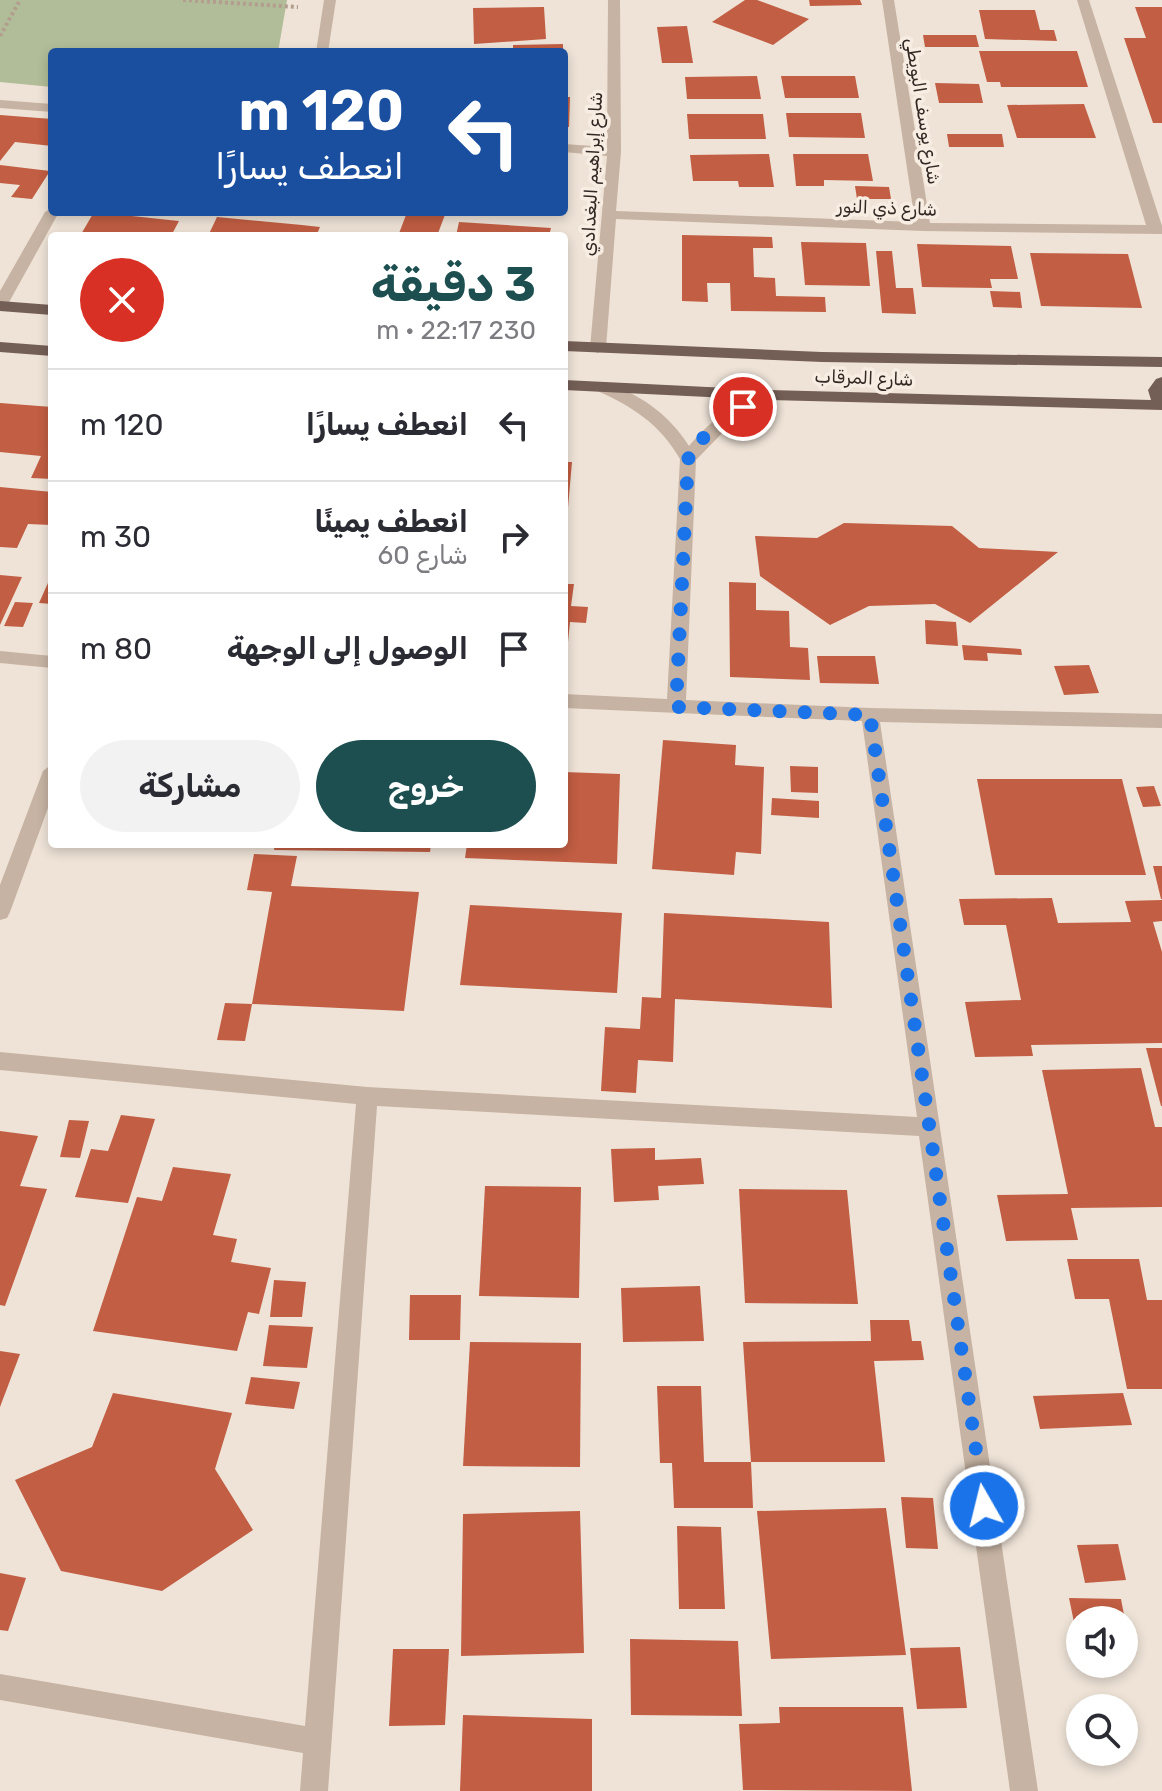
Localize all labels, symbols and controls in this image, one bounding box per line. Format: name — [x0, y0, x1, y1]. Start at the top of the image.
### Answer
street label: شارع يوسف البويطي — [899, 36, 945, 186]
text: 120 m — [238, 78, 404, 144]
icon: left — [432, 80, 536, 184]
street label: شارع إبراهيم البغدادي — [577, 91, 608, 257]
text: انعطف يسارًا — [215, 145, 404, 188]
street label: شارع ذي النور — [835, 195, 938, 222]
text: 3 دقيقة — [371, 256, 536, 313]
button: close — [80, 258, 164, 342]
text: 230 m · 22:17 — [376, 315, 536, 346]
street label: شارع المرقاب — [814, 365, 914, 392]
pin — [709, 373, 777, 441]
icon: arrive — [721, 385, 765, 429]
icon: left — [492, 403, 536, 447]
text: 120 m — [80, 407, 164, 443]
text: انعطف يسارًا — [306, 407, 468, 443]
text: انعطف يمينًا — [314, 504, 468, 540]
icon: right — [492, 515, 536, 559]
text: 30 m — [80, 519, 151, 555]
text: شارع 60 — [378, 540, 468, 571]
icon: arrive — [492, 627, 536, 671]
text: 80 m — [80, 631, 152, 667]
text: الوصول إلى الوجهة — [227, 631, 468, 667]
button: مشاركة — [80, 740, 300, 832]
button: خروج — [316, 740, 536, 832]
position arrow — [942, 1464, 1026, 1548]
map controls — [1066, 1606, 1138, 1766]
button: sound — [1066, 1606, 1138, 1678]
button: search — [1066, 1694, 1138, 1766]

════

Task: Before copying the material, set its pictures aside; then transcribe it word for word.

Worked solution:
Localize all labels, symbols and controls in this image, one bounding box per line. Format: name — [x0, y0, x1, y1]. Start at the top of the image.
### Answer
street label: شارع يوسف البويطي — [899, 36, 945, 186]
text: 120 m — [238, 78, 404, 144]
icon: left — [432, 80, 536, 184]
street label: شارع إبراهيم البغدادي — [577, 91, 608, 257]
text: انعطف يسارًا — [215, 145, 404, 188]
street label: شارع ذي النور — [835, 195, 938, 222]
text: 3 دقيقة — [371, 256, 536, 313]
button: close — [80, 258, 164, 342]
text: 230 m · 22:17 — [376, 315, 536, 346]
street label: شارع المرقاب — [814, 365, 914, 392]
pin — [709, 373, 777, 441]
icon: arrive — [721, 385, 765, 429]
icon: left — [492, 403, 536, 447]
text: 120 m — [80, 407, 164, 443]
text: انعطف يسارًا — [306, 407, 468, 443]
text: انعطف يمينًا — [314, 504, 468, 540]
icon: right — [492, 515, 536, 559]
text: 30 m — [80, 519, 151, 555]
text: شارع 60 — [378, 540, 468, 571]
icon: arrive — [492, 627, 536, 671]
text: 80 m — [80, 631, 152, 667]
text: الوصول إلى الوجهة — [227, 631, 468, 667]
button: مشاركة — [80, 740, 300, 832]
button: خروج — [316, 740, 536, 832]
position arrow — [942, 1464, 1026, 1548]
map controls — [1066, 1606, 1138, 1766]
button: sound — [1066, 1606, 1138, 1678]
button: search — [1066, 1694, 1138, 1766]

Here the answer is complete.